• THE TASK: Lines with "webkit": copy each one from the listing below.
*** DATA SUPPLIED Section Begins ***
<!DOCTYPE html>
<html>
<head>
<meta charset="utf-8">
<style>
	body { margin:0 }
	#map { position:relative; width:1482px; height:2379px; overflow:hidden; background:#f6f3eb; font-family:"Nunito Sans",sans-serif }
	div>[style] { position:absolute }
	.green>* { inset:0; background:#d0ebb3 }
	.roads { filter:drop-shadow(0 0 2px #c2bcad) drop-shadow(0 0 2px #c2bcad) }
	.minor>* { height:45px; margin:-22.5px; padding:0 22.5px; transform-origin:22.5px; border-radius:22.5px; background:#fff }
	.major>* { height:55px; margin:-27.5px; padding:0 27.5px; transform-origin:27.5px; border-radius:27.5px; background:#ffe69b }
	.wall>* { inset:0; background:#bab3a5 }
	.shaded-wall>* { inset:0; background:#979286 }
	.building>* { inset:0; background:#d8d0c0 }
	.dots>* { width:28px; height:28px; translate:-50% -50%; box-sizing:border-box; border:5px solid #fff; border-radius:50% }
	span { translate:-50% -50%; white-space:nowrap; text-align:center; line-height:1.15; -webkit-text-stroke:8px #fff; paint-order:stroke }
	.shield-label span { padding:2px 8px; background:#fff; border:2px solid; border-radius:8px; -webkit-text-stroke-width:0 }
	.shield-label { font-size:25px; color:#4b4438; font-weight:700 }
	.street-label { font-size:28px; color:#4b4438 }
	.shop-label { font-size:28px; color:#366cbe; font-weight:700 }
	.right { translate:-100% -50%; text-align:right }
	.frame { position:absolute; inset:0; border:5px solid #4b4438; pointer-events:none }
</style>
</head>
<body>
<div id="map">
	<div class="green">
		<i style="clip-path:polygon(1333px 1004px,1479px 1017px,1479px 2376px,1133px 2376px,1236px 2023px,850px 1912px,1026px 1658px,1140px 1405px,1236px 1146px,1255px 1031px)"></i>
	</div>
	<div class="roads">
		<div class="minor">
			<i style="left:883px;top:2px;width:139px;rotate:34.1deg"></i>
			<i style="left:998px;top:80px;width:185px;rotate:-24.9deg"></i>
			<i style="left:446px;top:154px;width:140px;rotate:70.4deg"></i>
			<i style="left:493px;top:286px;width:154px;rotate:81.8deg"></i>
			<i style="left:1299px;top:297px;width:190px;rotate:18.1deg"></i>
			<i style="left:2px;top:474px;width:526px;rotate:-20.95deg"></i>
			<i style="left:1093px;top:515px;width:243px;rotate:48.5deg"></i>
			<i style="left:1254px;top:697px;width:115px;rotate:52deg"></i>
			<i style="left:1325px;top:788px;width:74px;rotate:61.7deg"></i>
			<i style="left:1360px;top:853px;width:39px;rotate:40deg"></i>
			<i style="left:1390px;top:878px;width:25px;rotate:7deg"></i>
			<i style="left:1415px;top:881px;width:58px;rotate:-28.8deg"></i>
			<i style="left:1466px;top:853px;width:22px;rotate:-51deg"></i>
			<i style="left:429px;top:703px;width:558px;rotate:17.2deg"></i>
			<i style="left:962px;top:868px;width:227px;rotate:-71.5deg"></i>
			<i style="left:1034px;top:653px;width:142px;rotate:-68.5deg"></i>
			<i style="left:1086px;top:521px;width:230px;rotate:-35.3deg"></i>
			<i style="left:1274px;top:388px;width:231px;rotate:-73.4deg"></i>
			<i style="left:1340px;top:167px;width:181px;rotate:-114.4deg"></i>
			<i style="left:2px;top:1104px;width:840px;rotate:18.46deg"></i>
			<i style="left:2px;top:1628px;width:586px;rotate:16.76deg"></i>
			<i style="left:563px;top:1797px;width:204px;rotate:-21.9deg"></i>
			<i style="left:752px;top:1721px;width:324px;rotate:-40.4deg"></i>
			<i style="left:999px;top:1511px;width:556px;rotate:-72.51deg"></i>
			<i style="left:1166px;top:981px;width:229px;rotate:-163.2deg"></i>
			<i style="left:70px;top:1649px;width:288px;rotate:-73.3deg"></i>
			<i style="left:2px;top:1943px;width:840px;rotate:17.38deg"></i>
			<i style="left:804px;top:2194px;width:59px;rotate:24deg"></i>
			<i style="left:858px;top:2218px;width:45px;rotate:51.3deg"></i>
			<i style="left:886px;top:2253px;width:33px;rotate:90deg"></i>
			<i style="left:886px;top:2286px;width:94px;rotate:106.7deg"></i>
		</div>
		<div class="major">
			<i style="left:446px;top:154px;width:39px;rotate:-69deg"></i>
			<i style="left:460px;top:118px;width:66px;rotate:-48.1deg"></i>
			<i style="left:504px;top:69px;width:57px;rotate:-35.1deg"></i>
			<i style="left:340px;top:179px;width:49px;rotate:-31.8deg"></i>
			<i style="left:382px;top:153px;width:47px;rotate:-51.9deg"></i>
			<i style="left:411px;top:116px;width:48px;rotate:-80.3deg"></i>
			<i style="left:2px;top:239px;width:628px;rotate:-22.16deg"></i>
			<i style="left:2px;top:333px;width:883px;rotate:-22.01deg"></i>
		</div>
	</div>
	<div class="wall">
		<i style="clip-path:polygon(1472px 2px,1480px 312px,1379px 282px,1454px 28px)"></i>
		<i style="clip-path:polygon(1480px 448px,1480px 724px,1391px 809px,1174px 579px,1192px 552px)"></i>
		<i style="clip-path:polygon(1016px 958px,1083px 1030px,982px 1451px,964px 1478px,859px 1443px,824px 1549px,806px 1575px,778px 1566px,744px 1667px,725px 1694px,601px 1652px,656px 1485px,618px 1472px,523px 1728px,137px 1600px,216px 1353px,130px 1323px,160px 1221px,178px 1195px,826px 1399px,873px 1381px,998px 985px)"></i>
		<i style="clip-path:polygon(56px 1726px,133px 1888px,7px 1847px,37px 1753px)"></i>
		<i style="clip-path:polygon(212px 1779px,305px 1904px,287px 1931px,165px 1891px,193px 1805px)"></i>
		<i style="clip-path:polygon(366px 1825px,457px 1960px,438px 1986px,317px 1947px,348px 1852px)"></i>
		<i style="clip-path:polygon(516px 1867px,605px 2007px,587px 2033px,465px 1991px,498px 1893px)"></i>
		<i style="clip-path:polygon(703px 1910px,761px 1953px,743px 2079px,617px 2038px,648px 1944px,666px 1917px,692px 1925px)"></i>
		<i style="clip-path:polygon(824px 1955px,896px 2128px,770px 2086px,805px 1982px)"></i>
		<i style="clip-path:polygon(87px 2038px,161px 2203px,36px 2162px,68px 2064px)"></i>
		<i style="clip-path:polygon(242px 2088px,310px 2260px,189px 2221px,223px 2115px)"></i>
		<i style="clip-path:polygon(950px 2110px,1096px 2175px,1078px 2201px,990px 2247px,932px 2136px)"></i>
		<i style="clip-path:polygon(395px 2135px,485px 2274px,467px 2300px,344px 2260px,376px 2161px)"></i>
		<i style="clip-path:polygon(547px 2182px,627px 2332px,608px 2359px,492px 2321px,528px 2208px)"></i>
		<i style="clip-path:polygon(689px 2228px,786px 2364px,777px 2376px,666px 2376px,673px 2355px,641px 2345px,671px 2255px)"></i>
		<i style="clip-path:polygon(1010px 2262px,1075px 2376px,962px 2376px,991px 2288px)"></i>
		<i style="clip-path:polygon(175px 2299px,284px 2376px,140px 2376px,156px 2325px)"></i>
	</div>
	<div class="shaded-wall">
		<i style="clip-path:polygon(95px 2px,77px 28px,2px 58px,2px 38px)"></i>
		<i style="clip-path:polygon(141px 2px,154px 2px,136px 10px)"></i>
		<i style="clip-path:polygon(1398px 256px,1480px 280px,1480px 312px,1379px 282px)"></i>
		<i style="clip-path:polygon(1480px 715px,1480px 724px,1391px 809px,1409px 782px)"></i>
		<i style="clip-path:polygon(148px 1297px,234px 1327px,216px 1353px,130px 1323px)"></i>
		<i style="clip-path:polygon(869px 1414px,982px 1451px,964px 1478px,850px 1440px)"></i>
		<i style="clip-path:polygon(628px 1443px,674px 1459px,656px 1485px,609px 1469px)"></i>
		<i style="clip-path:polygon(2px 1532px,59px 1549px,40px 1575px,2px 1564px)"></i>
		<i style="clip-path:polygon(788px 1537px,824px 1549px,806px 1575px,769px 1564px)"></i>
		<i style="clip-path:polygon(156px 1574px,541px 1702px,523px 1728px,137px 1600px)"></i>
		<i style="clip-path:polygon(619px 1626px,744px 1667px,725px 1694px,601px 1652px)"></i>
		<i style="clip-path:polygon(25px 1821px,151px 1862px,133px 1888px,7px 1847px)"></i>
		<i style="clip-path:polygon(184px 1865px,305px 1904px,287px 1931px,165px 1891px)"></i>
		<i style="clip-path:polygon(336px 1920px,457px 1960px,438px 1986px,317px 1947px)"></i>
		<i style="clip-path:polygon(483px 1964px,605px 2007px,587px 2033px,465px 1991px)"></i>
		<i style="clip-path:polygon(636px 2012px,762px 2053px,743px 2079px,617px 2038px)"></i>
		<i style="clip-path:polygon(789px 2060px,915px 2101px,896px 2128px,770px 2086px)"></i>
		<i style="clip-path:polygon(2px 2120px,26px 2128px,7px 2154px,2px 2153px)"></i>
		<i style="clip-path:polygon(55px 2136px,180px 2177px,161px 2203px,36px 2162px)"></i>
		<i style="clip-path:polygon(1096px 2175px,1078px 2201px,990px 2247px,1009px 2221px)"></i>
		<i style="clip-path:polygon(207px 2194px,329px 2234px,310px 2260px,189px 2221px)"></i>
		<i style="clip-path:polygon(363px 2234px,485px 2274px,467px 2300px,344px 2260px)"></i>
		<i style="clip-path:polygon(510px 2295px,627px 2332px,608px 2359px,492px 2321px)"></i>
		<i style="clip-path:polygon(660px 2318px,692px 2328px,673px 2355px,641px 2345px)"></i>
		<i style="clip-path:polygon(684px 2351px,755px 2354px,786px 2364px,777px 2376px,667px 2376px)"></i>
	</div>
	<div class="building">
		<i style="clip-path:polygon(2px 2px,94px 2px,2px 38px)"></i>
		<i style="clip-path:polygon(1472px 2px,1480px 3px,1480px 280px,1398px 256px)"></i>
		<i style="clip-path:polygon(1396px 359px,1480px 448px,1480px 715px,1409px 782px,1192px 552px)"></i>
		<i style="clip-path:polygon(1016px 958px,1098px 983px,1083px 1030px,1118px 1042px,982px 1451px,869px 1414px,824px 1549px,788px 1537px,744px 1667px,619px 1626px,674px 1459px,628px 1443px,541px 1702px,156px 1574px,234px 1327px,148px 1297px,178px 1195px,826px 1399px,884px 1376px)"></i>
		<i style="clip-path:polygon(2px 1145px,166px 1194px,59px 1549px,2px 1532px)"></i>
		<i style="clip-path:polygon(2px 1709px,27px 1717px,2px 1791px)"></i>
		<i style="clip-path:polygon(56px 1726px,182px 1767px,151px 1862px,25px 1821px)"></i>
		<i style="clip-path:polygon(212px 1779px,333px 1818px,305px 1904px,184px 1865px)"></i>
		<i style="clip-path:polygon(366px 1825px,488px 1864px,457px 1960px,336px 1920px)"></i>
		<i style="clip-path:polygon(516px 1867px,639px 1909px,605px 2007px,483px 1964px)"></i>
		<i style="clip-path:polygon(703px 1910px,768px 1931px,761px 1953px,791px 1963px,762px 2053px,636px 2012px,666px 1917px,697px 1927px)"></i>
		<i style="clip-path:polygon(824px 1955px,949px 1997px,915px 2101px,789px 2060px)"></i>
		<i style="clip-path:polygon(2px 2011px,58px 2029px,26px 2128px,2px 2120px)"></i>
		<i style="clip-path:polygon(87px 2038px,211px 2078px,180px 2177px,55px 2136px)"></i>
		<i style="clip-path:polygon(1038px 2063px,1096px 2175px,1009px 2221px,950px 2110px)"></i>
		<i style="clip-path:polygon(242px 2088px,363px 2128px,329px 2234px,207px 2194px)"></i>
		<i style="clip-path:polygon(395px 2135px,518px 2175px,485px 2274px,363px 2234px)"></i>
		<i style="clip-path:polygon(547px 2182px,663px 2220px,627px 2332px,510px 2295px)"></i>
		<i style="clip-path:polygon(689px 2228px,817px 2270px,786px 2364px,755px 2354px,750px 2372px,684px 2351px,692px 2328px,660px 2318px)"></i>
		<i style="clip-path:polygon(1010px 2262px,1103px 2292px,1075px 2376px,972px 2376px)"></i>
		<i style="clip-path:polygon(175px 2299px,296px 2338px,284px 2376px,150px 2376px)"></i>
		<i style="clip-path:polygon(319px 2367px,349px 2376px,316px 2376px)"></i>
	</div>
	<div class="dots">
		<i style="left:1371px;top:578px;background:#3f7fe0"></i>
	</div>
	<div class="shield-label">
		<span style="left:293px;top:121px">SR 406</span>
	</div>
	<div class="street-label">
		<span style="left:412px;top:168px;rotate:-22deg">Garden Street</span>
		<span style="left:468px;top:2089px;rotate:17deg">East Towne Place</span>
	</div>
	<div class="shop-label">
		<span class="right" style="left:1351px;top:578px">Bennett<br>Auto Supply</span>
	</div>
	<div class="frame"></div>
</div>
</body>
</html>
*** DATA SUPPLIED Section Ends ***
• WRITTEN SOLUTION:
	span { translate:-50% -50%; white-space:nowrap; text-align:center; line-height:1.15; -webkit-text-stroke:8px #fff; paint-order:stroke }
	.shield-label span { padding:2px 8px; background:#fff; border:2px solid; border-radius:8px; -webkit-text-stroke-width:0 }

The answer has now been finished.